Ambassador Habib acknowledged the importance of such studies for Indonesia, a country where 260 million civilians are affected by waterflows as it is composed by over 17 000 islands. He highlighted that adequate access to water has been a recurring challenge as the country faces demographic increases and lack of adequate infrastructure and resources. Notably, water-related disasters such as floods and droughts affect food security and economic development. The Indonesian government struggles to prevent and plan for these weather events because of lack of available data and coverage of monitoring in Indonesian basins. Hence the need for an authoritative publication to inform policy about the status of basins in Indonesia.

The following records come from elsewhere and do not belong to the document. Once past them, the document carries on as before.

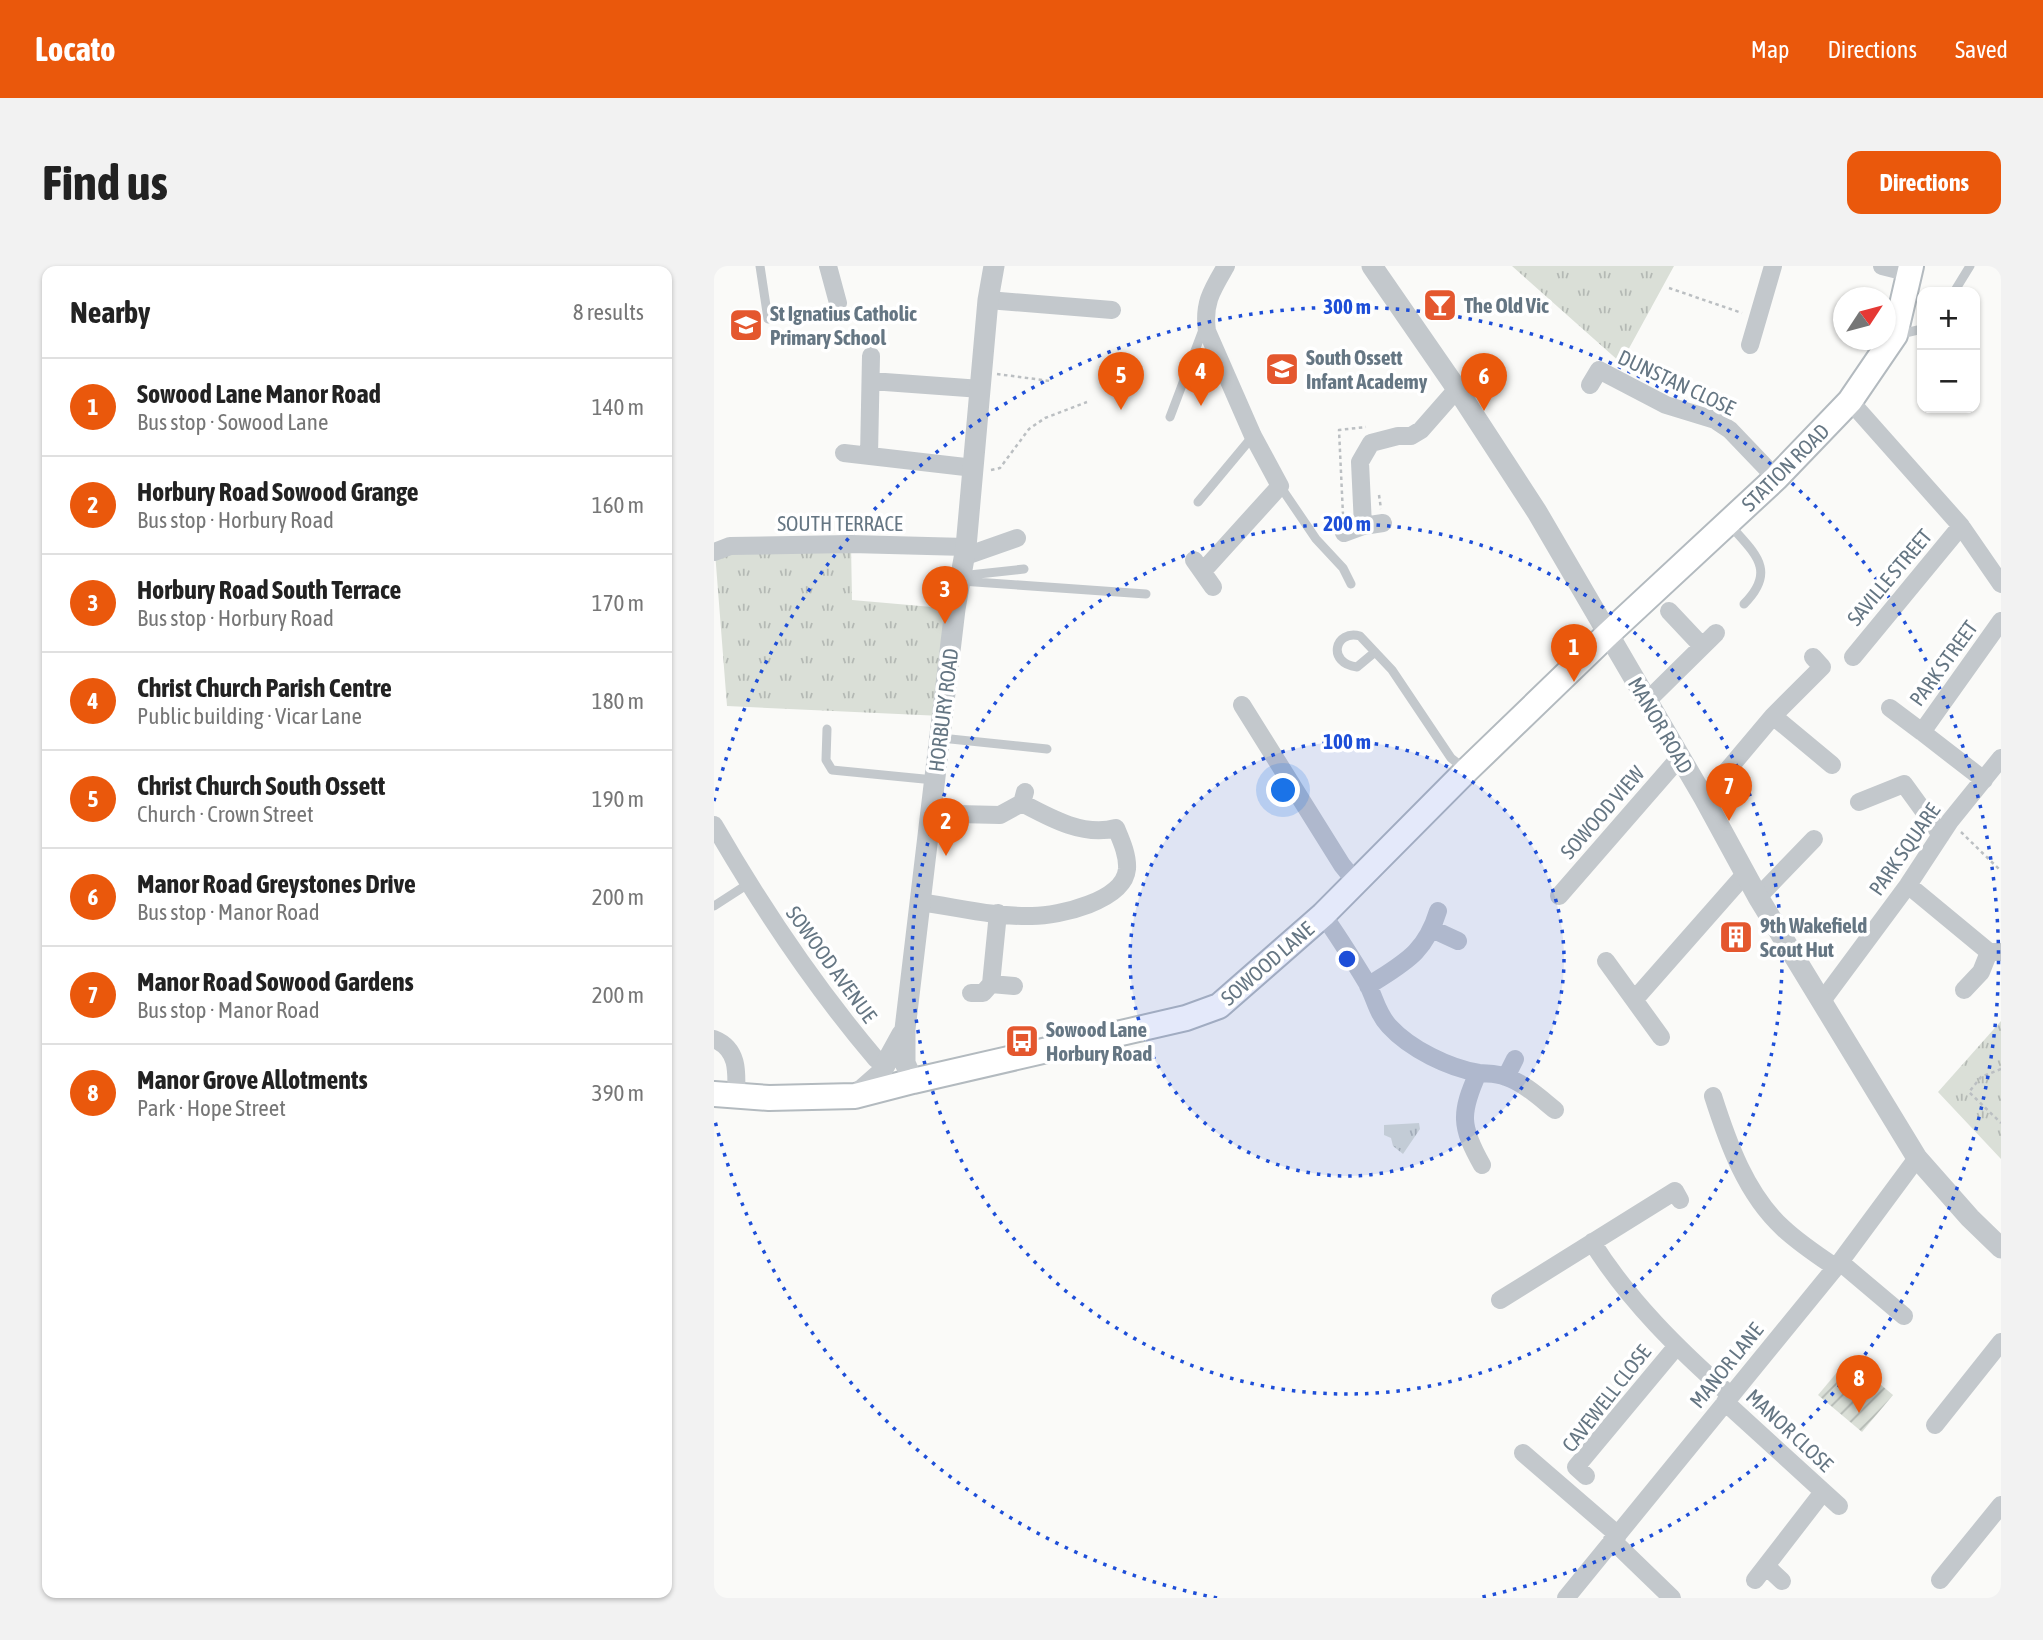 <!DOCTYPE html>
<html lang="en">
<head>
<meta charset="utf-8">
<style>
	:root { --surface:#fff; --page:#f2f2f2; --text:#222; --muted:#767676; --line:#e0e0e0; --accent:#ea580c }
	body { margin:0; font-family:"Asap Condensed",sans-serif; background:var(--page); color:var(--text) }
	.controls { position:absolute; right:21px; top:21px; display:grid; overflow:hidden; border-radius:14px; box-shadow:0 2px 5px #0004 }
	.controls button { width:63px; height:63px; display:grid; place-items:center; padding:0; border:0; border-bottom:2px solid var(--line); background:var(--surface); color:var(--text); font:35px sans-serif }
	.compass { position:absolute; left:1119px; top:21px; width:63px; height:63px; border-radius:50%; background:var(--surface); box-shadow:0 2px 5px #0004; rotate:54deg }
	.you { position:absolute; left:570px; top:525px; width:24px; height:24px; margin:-18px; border:5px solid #fff; border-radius:50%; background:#1a73e8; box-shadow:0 0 0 10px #1a73e833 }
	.badge { display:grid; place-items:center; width:46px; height:46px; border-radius:50%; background:var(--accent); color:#fff; font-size:23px; font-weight:700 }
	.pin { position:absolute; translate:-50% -58px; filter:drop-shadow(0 2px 4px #0008) }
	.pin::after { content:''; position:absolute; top:37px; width:24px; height:21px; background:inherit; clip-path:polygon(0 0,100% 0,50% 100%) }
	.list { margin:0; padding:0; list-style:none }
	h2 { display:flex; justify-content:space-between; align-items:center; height:91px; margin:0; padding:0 28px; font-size:30px }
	h2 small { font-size:23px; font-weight:400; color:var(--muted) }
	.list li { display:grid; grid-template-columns:46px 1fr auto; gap:21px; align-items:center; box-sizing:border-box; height:98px; padding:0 28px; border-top:2px solid var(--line) }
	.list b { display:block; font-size:26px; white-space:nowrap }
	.list p { margin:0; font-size:23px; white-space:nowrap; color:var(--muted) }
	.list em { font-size:23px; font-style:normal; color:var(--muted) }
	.map { position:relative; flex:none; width:1287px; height:1332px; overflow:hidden; border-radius:14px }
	header { display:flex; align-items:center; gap:42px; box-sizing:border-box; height:98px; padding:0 35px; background:var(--accent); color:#fff }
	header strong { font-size:33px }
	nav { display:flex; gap:38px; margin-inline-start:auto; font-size:24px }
	.intro { display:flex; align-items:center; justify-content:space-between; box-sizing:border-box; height:168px; padding:0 42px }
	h1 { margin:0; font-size:49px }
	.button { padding:18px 32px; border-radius:14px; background:var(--accent); color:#fff; font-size:24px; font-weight:700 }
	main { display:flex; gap:42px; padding:0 42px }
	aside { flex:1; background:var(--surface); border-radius:14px; box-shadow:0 2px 5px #0004 }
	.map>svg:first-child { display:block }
	.park { fill:url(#park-tufts) }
	.garden { fill:url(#garden-furrows) }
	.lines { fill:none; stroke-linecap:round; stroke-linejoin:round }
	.secondary-casing { stroke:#b3babf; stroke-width:28 }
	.path { stroke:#bbbfc2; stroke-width:2.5; stroke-dasharray:3.5 3.5; stroke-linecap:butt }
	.service { stroke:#c3c8cc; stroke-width:9 }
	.minor { stroke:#c3c8cc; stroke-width:18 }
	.tertiary { stroke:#c3c8cc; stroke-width:21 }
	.secondary { stroke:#fff; stroke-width:24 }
	.ring { fill:none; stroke:#1d4ed8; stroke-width:3.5; stroke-dasharray:3.5 7 }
	.labels { text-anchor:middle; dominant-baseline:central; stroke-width:7; stroke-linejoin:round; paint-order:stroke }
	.poi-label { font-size:21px; font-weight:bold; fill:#657683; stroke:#fff; text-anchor:start }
	.street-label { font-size:21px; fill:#657683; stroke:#fff }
	.centre { fill:#1d4ed8; stroke:#fff; stroke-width:3.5 }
	.ring-label { font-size:21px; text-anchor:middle; font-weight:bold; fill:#1d4ed8; stroke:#fff; stroke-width:7; stroke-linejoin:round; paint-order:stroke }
</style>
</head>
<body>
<header>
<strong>Locato</strong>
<nav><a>Map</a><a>Directions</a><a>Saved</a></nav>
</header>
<div class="intro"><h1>Find us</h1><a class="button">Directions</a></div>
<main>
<aside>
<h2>Nearby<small>8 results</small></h2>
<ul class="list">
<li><span class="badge">1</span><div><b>Sowood Lane Manor Road</b><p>Bus stop · Sowood Lane</p></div><em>140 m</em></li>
<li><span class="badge">2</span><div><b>Horbury Road Sowood Grange</b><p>Bus stop · Horbury Road</p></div><em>160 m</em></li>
<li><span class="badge">3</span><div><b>Horbury Road South Terrace</b><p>Bus stop · Horbury Road</p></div><em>170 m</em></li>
<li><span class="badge">4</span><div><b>Christ Church Parish Centre</b><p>Public building · Vicar Lane</p></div><em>180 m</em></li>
<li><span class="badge">5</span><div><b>Christ Church South Ossett</b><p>Church · Crown Street</p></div><em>190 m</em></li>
<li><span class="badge">6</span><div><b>Manor Road Greystones Drive</b><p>Bus stop · Manor Road</p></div><em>200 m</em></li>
<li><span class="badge">7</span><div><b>Manor Road Sowood Gardens</b><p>Bus stop · Manor Road</p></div><em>200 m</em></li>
<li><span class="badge">8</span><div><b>Manor Grove Allotments</b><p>Park · Hope Street</p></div><em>390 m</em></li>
</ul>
</aside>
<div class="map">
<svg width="1287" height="1332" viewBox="0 0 1287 1332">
	<defs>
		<pattern id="park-tufts" width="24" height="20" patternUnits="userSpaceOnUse" patternTransform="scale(1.75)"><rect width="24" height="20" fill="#dadfd7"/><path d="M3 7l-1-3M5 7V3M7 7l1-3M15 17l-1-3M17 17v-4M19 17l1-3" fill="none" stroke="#b4b9b4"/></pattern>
		<pattern id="garden-furrows" width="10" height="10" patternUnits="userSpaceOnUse" patternTransform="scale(1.75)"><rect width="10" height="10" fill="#dadfd7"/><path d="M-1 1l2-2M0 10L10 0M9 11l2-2" fill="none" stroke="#b4b9b4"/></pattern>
	</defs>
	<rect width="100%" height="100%" fill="#fafaf8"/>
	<path class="park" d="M798 0H960L907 97Z
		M137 278 138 334 241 343 228 450 13 440 1 286Z
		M1287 755V893L1224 826Z
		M705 857 706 863 689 888 679 880 677 872 670 869V859Z"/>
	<path class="garden" d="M1135 1092 1179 1129 1148 1166 1104 1129Z"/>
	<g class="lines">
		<g class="secondary-casing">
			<path id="secondary" d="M0 828 55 832 141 830 199 815 472 752 505 740 609 649 753 504 894 368 1062 212 1136 135 1181 69 1197 0"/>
		</g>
		<path class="path" d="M955 22 1028 47
			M283 108 336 115
			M277 204 286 202 315 163 331 152 373 136
			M665 229 667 243
			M629 249 625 164 652 161
			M1247 566 1287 605
			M1287 803 1267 811 1255 826 1287 857"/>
		<path class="service" d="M46 0 54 53
			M1240 26 1256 0
			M1183 69 1208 63
			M456 151 490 61
			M566 220 602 273 629 302 637 318
			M484 236 539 170
			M1015 258C1040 287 1064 304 1030 338
			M246 310 310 303
			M247 315 432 328
			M661 386 643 401C612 397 621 363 646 370L678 404 737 492 751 503
			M113 463 112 494 118 504 220 514
			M227 472 333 483
			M0 640 34 618"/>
		<path class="minor" d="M114 0 124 37
			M1168 0 1196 7
			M274 34 398 44
			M1036 79 1059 0
			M157 115 267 123
			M876 119 885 104 952 139 1001 154 1016 164 1062 212
			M1136 135 1247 260 1287 318
			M130 187 260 202
			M155 190 157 90
			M649 260 646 196 657 177 684 170H697L707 164 743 123
			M630 267 649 260 669 257
			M0 286 16 280 137 278 252 281
			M249 291 303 272
			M480 294 499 321
			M489 305 566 220 539 170 493 65C489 37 498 24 512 0
			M955 345 987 379
			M1139 391 1247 260
			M933 435 1002 367
			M528 439 628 599 641 615
			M1176 442 1208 466
			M1059 450 1118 499
			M1270 514 1208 466 1287 355
			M990 532 1059 450 1108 401 1099 391
			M1145 536 1190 518 1227 569
			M243 548 286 549 308 537 311 526
			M0 559C48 642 100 720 162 793L172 800
			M1194 619 1275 686H1287
			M845 630 966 491
			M1044 631 1100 573
			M205 636C242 641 281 651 318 650 345 650 410 635 413 603 414 589 407 574 402 562 370 571 336 552 308 537
			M284 647 277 718 300 720
			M609 649C625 671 639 694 653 717 661 732 663 747 675 760 696 783 735 802 765 807 774 808 783 807 792 811 810 817 826 832 841 844
			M718 663 744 675
			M892 695 947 771
			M654 720C689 697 711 688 724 645
			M1250 724 1267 706 1275 686
			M257 727H269L277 718
			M921 733 1032 607
			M1108 735 1194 619 1236 555 1287 492
			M0 773C25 783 23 807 22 830
			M764 807C746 847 746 860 768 899
			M792 811 801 793
			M999 830C1014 877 1032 928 1069 962 1085 977 1103 989 1121 1001
			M878 976C915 1035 964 1083 1016 1129
			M1126 996 1190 1050
			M786 1034 961 925 966 934
			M1011 1136 1125 1240
			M1221 1159 1287 1076
			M809 1187 904 1269
			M872 1210 862 1201 962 1081
			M898 1274 958 1332
			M1052 1300 1068 1315
			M1041 1314 1109 1226
			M1226 1314 1287 1239
			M852 1332 1126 996 1203 892"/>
		<path class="tertiary" d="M658 0 743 123 823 246 990 532 1044 631 1203 892 1256 952 1287 982
			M199 815 191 797V763L241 343 252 281 274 34 280 0
			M141 830 166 808 188 768"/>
		<use href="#secondary" class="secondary"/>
	</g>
	<circle cx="633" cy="693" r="217" fill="#1d4ed8" fill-opacity=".12"/>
	<g class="ring">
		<circle cx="633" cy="693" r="217"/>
		<circle cx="633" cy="693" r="435"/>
		<path d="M503 1332A652 652 0 0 1 0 851M0 535A652 652 0 1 1 763 1332"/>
	</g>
	<defs>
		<g id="bar-square" transform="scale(1.75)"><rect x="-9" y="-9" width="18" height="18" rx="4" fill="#e4572e" stroke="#fff"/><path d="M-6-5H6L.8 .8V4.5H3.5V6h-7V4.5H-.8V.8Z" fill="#fff"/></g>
		<g id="school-square" transform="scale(1.75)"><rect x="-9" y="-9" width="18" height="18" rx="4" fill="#e4572e" stroke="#fff"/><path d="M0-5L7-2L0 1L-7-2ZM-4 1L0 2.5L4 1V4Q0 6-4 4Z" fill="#fff"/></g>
		<g id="building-square" transform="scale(1.75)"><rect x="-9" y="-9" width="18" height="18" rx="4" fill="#e4572e" stroke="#fff"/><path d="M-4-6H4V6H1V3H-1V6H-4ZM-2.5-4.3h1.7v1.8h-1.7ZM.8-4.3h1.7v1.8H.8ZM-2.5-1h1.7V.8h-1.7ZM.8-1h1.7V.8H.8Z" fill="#fff"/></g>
		<g id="bus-square" transform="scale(1.75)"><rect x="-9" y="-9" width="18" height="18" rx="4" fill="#e4572e" stroke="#fff"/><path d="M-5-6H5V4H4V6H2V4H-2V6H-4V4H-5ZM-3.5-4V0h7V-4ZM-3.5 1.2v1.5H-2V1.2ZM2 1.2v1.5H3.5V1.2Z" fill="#fff"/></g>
	</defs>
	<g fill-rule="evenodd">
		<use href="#bar-square" x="726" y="39"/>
		<use href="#school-square" x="32" y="59"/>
		<use href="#school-square" x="568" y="103"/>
		<use href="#building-square" x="1022" y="671"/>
		<use href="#bus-square" x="308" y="775"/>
	</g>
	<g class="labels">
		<g class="poi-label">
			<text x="750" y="39">The Old Vic</text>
			<text x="56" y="47">St Ignatius Catholic<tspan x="56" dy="24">Primary School</tspan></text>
			<text x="592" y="91">South Ossett<tspan x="592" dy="24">Infant Academy</tspan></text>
			<text x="1046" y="659">9th Wakefield<tspan x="1046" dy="24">Scout Hut</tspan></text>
			<text x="332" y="763">Sowood Lane<tspan x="332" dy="24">Horbury Road</tspan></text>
		</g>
		<g class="street-label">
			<text transform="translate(963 116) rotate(25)">DUNSTAN CLOSE</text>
			<text transform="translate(1071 201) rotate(-45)">STATION ROAD</text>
			<text x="126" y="257">SOUTH TERRACE</text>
			<text transform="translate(1175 311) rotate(-50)">SAVILLE STREET</text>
			<text transform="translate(1229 397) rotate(-54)">PARK STREET</text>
			<text transform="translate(229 444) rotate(-83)">HORBURY ROAD</text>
			<text transform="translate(947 459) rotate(60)">MANOR ROAD</text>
			<text transform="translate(888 546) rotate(-49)">SOWOOD VIEW</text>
			<text transform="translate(1190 583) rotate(-55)">PARK SQUARE</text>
			<text transform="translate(553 697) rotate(-41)">SOWOOD LANE</text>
			<text transform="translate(118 698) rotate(54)">SOWOOD AVENUE</text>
			<text transform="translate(1012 1099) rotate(-51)">MANOR LANE</text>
			<text transform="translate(892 1132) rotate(-52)">CAVEWELL CLOSE</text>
			<text transform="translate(1076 1164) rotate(43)">MANOR CLOSE</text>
		</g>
	</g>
	<circle cx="633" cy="693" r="10" class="centre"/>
	<g class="ring-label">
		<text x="633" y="48">300 m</text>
		<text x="633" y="265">200 m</text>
		<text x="633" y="483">100 m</text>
	</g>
</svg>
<div class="controls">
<button>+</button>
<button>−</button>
</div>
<svg class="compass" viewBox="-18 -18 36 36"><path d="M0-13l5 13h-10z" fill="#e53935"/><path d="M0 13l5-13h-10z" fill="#767676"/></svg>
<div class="you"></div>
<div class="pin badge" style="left:860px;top:416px">1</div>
<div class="pin badge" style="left:232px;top:590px">2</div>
<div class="pin badge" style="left:231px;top:358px">3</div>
<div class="pin badge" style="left:487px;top:140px">4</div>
<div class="pin badge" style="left:407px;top:144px">5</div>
<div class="pin badge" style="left:770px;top:145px">6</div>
<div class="pin badge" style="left:1015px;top:555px">7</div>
<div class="pin badge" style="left:1145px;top:1147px">8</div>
</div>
</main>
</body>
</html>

Ambassador Guillermet Fernández, described the national context of his country which is characterized by a great coverage of access to water, and a dependence to hydrological energy production. He highlighted the necessity to recognize access to water as a basic human-right and a necessary pre-condition to maintain security. Hence, the importance to keep civil society's participation as a priority as water is a common good. In this light, the WMO's report is essential informing policy as it provides points of comparison to monitor the progress of water cycles throughout time. Additionally, he voiced his hope to see this report act as a catalyser for international cooperation in both data collection and monitoring as well as transboundary water management policies. Given the international nature of water bodies and the impact of national water flows such as rivers on international waters, he called for an international holistic approach to water management that takes into account biodiversity, human rights, security and economic development.
Challenges and Progress
The lack of data and disparities in available data represent the greatest challenge to climate mitigation and adaptation policies. In most places, particularly in the Global South, quality data collection in hydrological variables is scarce, and coverage of basin monitoring is insufficient. There are great disparities in the monitoring of hydrological resources between developing countries and their counterparts. It is crucial to bridge this knowledge gap as the Global South is the most vulnerable to climate change and water-related disaster events.
As a response to these cognitive challenges, the WMO leads several projects as part of the Early Warning for All initiative. Early Warning for All is a project where governments, civil society, and development partners across the public and private sectors collaborate with the broader UN system to address gaps and enhance early warning systems that leave no one behind. The WMO also such addresses challenges by monitoring the coverage of its members through surveys and writing reports such as "State of Global Water Resources 2022".
The "State of Global Water Resources 2022" report exhibits remarkable advancements in its coverage and data quality compared to the 2021 edition. The 2022 report encompasses data from 14 countries, doubling the number from the previous year. Moreover, the report transitions from analyzing only two hydrological variables to seven, allowing for a more detailed and holistic assessment of water resources. This progression also entails a shift from relying on 38 monitoring stations to 273.
These improvements not only enhance the breadth and depth of the report's insights but also underscore its critical role in guiding informed decisions and policies for sustainable water resource management on a global scale. This report contributes to the essential transmission of scientific knowledge from hydrological experts to policymakers necessary to reach climate targets. The report will be published annually and distributed to members of the upcoming UNFCCC COP28 in Dubai and to attendants of the 10th World Water Forum in Bali in 2024.